Fasting Erases Vaccine Memory by Depleting Antibody-Producing Cells

Vaccines and infections protect us partly through long-lived plasma cells (LLPCs) that reside in the bone marrow and continuously secrete neutralizing antibodies for months or years. Understanding what regulates LLPC survival is critical to designing durable vaccines and managing immune health — yet this mechanism has remained poorly understood.

Researchers at Sun Yat-Sen University studied the effects of intermittent fasting on humoral immune memory using both human subjects and mouse models. They found that fasting accelerated antibody decay, pointing to selective destruction of LLPCs while memory B cells (MBCs) remained intact. This distinction is important: MBCs can regenerate antibody responses upon re-exposure, but without circulating LLPCs, baseline antibody protection drops significantly between exposures.

The key mechanistic finding centers on β-hydroxybutyrate (BHB), a ketone body that rises during fasting as the body shifts to fat metabolism. Elevated extracellular BHB activates the hydroxycarboxylic acid receptor 2 (HCAR2) on plasma cells, engaging a Gαi-adenylate cyclase-cAMP signaling axis. This cascade downregulates CXCR4, a chemokine receptor that anchors LLPCs in their bone marrow survival niche. Displaced from the niche, LLPCs migrate to peripheral tissues and undergo apoptosis.

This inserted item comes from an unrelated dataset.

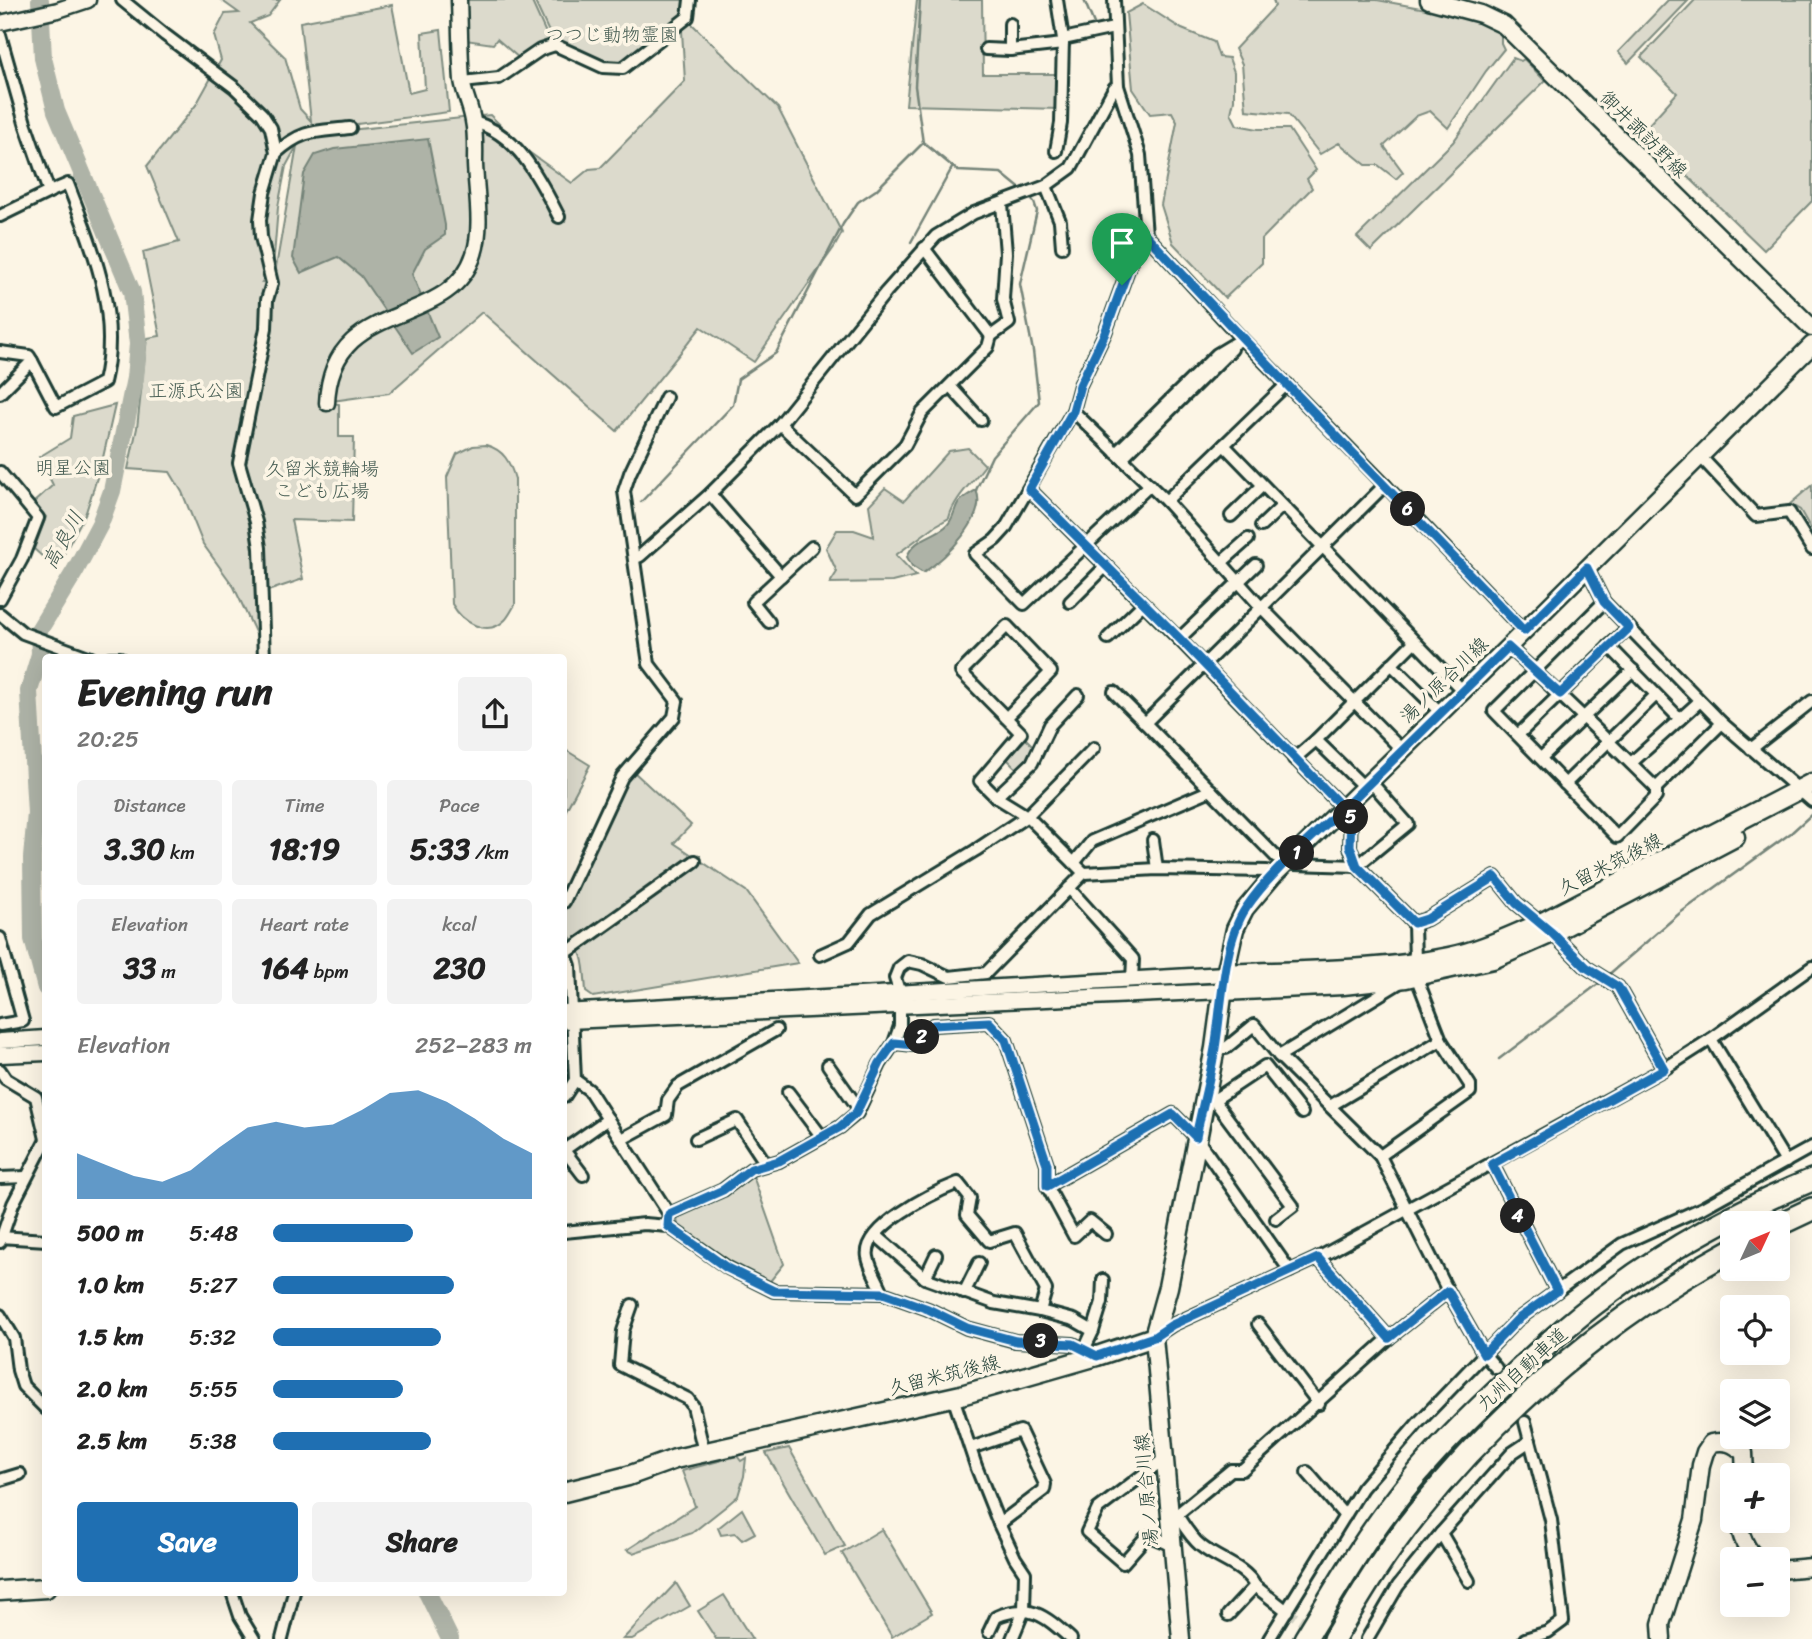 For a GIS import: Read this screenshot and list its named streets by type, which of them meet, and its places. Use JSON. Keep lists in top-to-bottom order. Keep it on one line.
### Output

The implications are notable for anyone using intermittent fasting as a health or longevity strategy. If fasting reduces LLPC longevity, it could shorten the effective window of vaccine-induced immunity — particularly relevant for older adults, immunocompromised individuals, or those timing fasting regimens around vaccination schedules.

Caveats include the reliance on abstract-level data; specific fasting protocols, durations, and human sample details are not fully disclosed. Whether short-term or moderate fasting produces clinically meaningful antibody loss, and whether the effect is reversible upon refeeding, requires further investigation.